• r00ty@kbin.life
    link
    fedilink
    arrow-up
    4
    ·
    11 hours ago

    Yeah, I probably should look to see if there’s any good plugins that do this on some community submission basis. Because yes, it’s a pain to keep up with whatever trick they’re doing next.

    And unlike web crawlers that generally check a url here and there, AI bots absolutely rip through your sites like something rabid.

    • Admiral Patrick@dubvee.org
      link
      fedilink
      English
      arrow-up
      2
      ·
      11 hours ago

      AI bots absolutely rip through your sites like something rabid.

      SemrushBot being the most rabid from my experience. Just will not take “fuck off” as an answer.

      That looks pretty much like how I’m doing it, also as an include for each virtual host. The only difference is I don’t even bother with a 403. I just use Nginx’s 444 “response” to immediately close the connection.

      Are you doing the IP blocks also in Nginx or lower at the firewall level? Currently I’m doing it at firewall level since many of those will also attempt SSH brute forces (good luck since I only use keys, but still…)

      • r00ty@kbin.life
        link
        fedilink
        arrow-up
        3
        ·
        11 hours ago

        So on my mbin instance, it’s on cloudflare. So I filter the AS numbers there. Don’t even reach my server.

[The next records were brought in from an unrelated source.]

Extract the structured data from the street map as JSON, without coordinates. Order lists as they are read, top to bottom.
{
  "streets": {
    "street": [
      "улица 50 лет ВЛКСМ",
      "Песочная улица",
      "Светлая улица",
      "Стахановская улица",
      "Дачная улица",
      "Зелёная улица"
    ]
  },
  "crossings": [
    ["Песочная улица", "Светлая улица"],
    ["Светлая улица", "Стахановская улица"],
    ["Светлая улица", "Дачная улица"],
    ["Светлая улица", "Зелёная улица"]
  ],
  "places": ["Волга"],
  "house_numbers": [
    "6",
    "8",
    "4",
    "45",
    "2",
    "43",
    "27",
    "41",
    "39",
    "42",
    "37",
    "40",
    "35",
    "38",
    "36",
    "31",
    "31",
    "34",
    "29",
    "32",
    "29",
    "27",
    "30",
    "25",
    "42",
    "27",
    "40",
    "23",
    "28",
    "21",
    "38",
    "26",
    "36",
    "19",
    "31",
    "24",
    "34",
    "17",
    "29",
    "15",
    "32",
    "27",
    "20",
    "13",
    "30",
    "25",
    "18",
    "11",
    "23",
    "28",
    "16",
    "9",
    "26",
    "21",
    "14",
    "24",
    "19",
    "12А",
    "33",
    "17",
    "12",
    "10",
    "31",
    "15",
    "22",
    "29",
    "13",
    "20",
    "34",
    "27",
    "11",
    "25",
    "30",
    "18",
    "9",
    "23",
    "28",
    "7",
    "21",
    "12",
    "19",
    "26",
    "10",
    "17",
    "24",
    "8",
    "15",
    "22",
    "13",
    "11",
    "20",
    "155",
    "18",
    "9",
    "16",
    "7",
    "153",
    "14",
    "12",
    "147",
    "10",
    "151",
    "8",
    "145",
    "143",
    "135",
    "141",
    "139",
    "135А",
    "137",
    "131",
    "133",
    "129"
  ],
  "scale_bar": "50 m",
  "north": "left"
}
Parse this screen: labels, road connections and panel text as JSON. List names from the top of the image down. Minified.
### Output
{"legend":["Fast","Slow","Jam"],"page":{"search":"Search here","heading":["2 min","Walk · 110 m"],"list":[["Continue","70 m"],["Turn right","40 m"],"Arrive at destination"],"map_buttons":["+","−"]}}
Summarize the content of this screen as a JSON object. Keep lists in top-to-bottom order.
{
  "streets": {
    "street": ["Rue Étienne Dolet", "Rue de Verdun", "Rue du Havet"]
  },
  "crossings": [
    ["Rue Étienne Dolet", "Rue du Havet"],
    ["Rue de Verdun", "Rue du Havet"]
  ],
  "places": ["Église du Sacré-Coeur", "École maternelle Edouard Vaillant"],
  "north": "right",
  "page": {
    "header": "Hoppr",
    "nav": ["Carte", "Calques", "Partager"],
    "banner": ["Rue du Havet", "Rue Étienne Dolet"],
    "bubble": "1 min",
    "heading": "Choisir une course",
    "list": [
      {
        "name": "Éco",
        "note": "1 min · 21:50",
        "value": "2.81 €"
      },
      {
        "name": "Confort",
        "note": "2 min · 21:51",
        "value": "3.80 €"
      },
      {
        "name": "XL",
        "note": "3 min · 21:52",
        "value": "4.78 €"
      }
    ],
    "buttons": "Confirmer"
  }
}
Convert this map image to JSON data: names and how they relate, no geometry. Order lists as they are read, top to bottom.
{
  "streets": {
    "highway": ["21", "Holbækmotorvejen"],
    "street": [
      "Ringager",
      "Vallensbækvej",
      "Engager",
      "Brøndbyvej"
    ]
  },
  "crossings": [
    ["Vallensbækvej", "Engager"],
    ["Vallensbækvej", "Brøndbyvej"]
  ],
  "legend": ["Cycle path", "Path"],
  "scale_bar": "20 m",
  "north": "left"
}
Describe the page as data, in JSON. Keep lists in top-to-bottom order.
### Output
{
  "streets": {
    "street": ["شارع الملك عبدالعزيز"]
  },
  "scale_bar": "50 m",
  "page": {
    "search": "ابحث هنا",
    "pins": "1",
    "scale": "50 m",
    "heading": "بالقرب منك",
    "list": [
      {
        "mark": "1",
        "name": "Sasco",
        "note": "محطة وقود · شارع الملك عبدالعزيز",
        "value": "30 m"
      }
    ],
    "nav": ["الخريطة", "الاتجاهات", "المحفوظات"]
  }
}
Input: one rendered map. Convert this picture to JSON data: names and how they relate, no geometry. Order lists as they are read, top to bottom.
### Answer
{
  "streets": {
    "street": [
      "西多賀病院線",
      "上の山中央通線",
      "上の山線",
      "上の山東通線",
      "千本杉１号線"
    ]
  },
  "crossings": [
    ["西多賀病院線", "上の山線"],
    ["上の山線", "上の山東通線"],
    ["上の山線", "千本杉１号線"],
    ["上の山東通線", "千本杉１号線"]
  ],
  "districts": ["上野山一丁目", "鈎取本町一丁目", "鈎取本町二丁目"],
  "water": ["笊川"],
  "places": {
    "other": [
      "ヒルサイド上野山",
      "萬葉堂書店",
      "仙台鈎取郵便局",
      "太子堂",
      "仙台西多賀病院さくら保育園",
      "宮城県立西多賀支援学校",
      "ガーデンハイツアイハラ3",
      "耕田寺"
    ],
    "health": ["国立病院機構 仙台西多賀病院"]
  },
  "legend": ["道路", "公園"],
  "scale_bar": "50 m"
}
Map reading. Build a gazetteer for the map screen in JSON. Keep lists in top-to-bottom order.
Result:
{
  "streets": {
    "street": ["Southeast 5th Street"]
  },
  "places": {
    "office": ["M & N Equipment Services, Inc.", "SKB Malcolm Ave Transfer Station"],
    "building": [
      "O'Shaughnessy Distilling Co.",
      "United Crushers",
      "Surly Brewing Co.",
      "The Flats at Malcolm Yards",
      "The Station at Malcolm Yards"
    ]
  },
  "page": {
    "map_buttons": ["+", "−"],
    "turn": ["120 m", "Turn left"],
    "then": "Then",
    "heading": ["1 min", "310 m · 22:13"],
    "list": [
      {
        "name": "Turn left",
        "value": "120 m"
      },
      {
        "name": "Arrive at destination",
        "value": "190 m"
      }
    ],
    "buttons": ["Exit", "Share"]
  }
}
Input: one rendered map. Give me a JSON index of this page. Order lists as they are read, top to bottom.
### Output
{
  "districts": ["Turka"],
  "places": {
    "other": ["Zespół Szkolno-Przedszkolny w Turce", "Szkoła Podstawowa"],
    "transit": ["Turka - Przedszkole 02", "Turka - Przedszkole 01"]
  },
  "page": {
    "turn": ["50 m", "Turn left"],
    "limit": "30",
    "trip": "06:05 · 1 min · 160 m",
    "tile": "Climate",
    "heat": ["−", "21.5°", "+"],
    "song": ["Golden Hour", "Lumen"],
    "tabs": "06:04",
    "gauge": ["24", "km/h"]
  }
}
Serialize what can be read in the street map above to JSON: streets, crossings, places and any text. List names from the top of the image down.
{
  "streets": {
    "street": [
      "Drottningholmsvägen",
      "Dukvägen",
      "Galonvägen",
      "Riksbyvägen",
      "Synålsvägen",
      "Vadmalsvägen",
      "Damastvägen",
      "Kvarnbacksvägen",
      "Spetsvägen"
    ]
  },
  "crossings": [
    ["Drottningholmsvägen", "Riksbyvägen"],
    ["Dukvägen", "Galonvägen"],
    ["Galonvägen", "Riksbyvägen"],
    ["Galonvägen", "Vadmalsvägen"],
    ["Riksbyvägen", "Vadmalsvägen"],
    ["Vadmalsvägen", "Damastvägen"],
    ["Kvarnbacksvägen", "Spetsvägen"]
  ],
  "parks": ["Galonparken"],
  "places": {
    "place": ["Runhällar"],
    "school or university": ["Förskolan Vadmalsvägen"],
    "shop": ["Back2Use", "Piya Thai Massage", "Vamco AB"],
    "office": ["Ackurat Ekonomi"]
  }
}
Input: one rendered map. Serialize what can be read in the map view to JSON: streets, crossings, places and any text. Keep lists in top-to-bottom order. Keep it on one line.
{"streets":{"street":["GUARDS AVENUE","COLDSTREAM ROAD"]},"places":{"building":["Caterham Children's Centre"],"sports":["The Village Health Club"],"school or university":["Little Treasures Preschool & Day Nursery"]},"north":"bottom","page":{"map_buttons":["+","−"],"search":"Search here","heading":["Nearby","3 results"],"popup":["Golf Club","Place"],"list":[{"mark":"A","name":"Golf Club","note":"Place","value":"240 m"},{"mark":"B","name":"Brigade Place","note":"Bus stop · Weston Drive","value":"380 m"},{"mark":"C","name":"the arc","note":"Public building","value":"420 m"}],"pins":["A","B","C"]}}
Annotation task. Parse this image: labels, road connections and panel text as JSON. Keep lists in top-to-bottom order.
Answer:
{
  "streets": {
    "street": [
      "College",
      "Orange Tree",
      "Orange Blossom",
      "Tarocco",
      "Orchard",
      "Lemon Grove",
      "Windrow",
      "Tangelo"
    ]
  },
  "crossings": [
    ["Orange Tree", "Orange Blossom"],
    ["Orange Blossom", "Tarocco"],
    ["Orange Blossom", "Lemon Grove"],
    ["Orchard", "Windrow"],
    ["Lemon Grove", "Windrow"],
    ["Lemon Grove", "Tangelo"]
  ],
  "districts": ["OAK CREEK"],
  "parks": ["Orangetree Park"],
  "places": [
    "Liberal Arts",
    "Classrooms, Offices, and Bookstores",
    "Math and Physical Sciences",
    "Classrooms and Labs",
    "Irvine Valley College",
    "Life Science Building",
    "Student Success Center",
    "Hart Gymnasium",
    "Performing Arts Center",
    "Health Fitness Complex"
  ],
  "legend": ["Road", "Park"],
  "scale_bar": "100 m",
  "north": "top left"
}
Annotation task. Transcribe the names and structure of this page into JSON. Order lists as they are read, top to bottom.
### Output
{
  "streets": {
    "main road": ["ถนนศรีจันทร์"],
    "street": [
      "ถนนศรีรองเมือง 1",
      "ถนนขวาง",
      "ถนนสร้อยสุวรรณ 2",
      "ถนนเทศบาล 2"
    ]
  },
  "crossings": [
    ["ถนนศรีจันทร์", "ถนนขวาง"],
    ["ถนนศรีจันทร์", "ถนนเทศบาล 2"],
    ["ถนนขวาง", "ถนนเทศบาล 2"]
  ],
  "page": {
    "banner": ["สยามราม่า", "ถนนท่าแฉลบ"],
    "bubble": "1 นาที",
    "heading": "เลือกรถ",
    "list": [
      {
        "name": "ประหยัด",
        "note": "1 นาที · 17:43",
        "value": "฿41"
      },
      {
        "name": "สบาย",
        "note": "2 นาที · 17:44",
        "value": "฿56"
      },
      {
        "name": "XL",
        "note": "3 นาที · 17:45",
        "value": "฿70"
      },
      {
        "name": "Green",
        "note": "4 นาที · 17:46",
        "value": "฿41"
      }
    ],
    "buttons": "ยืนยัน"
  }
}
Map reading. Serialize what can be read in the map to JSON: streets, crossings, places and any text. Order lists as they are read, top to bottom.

        On the sites that aren’t behind cloudflare. Yep it’s on the nginx level. I did consider firewall level. Maybe just make a specific chain for it. But since I was blocking at the nginx level I just did it there for now. I mean it keeps them off the content, but yes it does tell them there’s a website there to leech if they change their tactics for example.

        You need to block the whole ASN too. Those that are using chrome/firefox UAs change IP every 5 minutes from a random other one in their huuuuuge pools.